> To do: Without the pictures, extract every line from the start of the material to the line containing "height:2.5px; margin-top:-1.25px; transform-origin:0;", both ends included.

> Data excerpts:
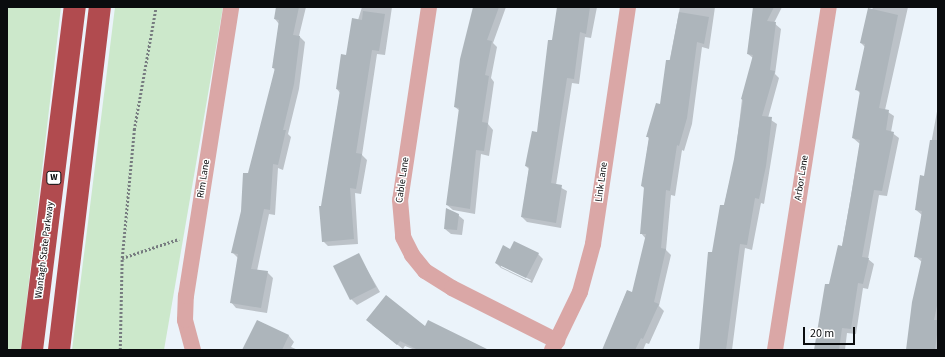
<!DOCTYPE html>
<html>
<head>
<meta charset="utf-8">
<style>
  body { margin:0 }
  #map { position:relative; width:945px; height:357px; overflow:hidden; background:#ebf3fa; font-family:"Source Sans 3",sans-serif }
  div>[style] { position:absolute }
  .green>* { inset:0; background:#cce8cb }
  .shadow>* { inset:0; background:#0003 }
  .building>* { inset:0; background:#adb5bb }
  .path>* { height:2.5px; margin-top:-1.25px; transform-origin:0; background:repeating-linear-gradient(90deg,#777c80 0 2px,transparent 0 4px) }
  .minor>* { height:16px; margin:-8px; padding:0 8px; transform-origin:8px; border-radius:8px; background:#daa7a6 }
  .motorway>* { height:22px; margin:-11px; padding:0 11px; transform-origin:11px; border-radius:11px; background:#b14b4f }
  span { translate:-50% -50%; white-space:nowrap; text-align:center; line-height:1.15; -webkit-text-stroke:3px #fff; paint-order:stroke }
  .shield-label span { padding:1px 3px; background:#fff; border:1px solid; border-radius:3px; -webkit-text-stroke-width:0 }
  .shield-label { font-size:9px; color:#0a0c0e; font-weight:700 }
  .street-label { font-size:10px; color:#0a0c0e }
  .frame { position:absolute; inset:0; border:8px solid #0a0c0e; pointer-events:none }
  .scale { position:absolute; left:803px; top:327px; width:52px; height:18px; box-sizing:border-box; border:2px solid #0a0c0e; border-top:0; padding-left:5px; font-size:12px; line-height:14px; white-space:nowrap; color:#0a0c0e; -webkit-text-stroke:3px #fff; paint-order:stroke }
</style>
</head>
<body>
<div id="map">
  <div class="green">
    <div style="clip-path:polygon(7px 7px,61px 7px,21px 350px,7px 350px)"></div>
    <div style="clip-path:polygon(115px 7px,223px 7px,164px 350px,72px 350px)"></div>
  </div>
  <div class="shadow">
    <div style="clip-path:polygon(277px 7px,306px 7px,299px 36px,305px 42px,299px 89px,288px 134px,291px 137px,283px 170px,278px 168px,275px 215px,269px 214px,257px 271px,267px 272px,273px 278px,267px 313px,236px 308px,231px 302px,238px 258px,233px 253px,275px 70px,273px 68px,279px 24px,275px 19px)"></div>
    <div style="clip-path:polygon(362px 7px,392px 7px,385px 55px,377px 54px,362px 155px,367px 160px,361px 194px,355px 193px,358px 244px,328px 246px,323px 241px,322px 207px,340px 93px,337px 89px)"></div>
    <div style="clip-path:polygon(475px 7px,506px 7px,493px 43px,497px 47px,491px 78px,494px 82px,488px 124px,493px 130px,489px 156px,481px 154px,475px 214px,453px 210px,447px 205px,460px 111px,455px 107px)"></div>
    <div style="clip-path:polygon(558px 7px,597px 7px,591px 38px,585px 37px,579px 84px,572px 83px,556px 185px,567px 191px,561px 228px,527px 222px,522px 217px,529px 169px,526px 166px,538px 134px)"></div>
    <div style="clip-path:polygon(680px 7px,715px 7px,709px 49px,702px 47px,692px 124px,684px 151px,682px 150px,675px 196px,671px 195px,666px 250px,671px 255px,659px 306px,664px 311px,649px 344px,646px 343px,643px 350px,603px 350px,627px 291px,633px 294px,646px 239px,641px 233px,645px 189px,642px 186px,649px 139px,647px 136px,661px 105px)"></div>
    <div style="clip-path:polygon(751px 7px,782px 7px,774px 23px,781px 29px,775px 74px,779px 78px,768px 118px,777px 124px,764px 204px,761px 203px,752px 250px,745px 248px,732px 350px,700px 350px,713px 253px,735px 159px,742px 99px,753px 58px,748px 54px,754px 9px)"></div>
    <div style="clip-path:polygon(873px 7px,908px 7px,885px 110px,894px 116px,891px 132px,899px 138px,887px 196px,879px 195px,868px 259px,874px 264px,868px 289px,863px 288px,856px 334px,847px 333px,845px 350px,816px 350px,830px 286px,842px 247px,860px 144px,853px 138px,861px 94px,856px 89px,865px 47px,861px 43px)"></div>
    <div style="clip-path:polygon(938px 106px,938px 350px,908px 350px,922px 262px,915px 256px,922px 215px,916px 210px,925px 177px)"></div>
    <div style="clip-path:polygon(458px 215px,464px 220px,462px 235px,451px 234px,445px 229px)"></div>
    <div style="clip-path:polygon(evenodd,511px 250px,538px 254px,543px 259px,532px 283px,501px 268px,496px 263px,511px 250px,501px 265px,531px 280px,530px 281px,501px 267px,501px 265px)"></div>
    <div style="clip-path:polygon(358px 254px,380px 292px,357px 305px,351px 299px)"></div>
    <div style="clip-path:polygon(258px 321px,289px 336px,294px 342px,291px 347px,298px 350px,248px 350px)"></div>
    <div style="clip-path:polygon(372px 325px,489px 350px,415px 350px,405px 346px,403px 349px)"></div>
  </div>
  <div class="building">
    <div style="clip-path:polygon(276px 7px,299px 7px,293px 35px,300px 36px,294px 84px,283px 130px,286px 130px,278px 165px,273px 164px,270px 210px,264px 209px,251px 269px,268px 271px,261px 308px,230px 303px,238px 254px,231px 253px,241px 211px,243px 173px,248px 173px,275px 68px,272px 68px,279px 20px,274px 19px)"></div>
    <div style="clip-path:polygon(473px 7px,499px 7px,487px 40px,492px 41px,485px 75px,489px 76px,482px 122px,488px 123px,484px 151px,476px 150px,470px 209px,446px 205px,459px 108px,454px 107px,460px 59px)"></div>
    <div style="clip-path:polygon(557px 7px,590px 7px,586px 34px,580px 32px,574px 79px,567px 78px,551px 183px,562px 185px,556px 223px,521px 217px,529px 167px,525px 166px,532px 131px,537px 132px,548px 40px,552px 40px)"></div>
    <div style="clip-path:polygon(753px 7px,774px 7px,767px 21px,776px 22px,770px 70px,775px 71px,762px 116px,772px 117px,766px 166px,759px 199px,755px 198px,747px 245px,740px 244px,726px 350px,699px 350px,708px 252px,712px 252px,720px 205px,724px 205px,734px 159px,743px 100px,741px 99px,753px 55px,747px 54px)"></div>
    <div style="clip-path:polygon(868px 8px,898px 15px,879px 108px,889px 110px,886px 130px,894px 132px,882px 191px,874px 190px,862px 257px,869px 258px,863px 284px,858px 283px,851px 329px,842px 328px,839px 350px,814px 350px,825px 284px,829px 284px,838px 245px,842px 246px,851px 196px,860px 140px,852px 138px,860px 91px,855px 90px,865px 44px,860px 43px)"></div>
    <div style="clip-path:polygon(363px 11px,385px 14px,379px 51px,372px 50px,356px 153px,362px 154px,356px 189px,350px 188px,354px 239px,322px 242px,319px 206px,321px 206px,340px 90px,336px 89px,341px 54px,346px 55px,352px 18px,362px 20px)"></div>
    <div style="clip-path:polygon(679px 12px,709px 17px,704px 44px,697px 42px,687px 118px,679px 146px,677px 145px,670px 191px,666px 190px,661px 248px,666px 249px,654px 302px,659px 304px,643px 339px,641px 338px,635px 350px,602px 350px,627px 290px,632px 292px,646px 234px,640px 234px,644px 187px,641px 186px,649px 137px,646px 137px,656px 103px,660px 104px,666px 60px,670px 60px)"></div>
    <div style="clip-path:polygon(930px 140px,938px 140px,938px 301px,934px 320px,938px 320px,938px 327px,935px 350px,906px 350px,912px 302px,922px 258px,914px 257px,922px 211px,915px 210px,920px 175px,924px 176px)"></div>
    <div style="clip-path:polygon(446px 208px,459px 214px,457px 230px,444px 229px)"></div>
    <div style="clip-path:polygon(514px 241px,539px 253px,526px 278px,495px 263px,503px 245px,510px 249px)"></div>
    <div style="clip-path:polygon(359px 253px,376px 287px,350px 300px,333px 266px)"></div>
    <div style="clip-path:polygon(386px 295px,425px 326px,428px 320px,489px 350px,418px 350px,400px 341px,397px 345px,366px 320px)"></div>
    <div style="clip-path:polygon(257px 320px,289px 335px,282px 350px,242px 350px)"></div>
  </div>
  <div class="path">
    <div style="left:122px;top:258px;width:60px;rotate:-18.4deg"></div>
    <div style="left:120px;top:350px;width:92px;rotate:-88.8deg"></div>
    <div style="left:122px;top:258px;width:129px;rotate:-84.6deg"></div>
    <div style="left:134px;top:130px;width:125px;rotate:-79.9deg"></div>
  </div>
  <div class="minor">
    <div style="left:429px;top:7px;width:195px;rotate:98.5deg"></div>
    <div style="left:400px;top:200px;width:37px;rotate:85deg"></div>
    <div style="left:403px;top:237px;width:20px;rotate:63deg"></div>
    <div style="left:412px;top:255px;width:21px;rotate:51deg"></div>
    <div style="left:425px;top:271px;width:32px;rotate:32deg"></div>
    <div style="left:452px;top:288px;width:118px;rotate:26.8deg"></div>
    <div style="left:193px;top:350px;width:31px;rotate:-105deg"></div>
    <div style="left:185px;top:320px;width:24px;rotate:-88deg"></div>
    <div style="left:186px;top:296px;width:292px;rotate:-81.1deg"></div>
    <div style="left:552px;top:350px;width:64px;rotate:-64.2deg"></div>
    <div style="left:580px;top:292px;width:50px;rotate:-74.8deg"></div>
    <div style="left:593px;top:244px;width:240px;rotate:-81.6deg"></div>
    <div style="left:775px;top:350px;width:347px;rotate:-81.1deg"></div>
  </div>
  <div class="motorway">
    <div style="left:32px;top:350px;width:346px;rotate:-82.9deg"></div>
    <div style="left:59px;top:350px;width:345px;rotate:-83.2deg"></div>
  </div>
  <div class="shield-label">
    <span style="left:54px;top:178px">W</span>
  </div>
  <div class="street-label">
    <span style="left:802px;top:178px;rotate:-81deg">Arbor Lane</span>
    <span style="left:204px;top:179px;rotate:-81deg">Rim Lane</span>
    <span style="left:403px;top:180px;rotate:-82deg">Cable Lane</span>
    <span style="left:602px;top:182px;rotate:-82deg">Link Lane</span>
    <span style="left:45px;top:250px;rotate:-83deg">Wantagh State Parkway</span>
  </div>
  <div class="frame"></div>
  <div class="scale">20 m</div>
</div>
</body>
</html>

> Solution:
<!DOCTYPE html>
<html>
<head>
<meta charset="utf-8">
<style>
  body { margin:0 }
  #map { position:relative; width:945px; height:357px; overflow:hidden; background:#ebf3fa; font-family:"Source Sans 3",sans-serif }
  div>[style] { position:absolute }
  .green>* { inset:0; background:#cce8cb }
  .shadow>* { inset:0; background:#0003 }
  .building>* { inset:0; background:#adb5bb }
  .path>* { height:2.5px; margin-top:-1.25px; transform-origin:0; background:repeating-linear-gradient(90deg,#777c80 0 2px,transparent 0 4px) }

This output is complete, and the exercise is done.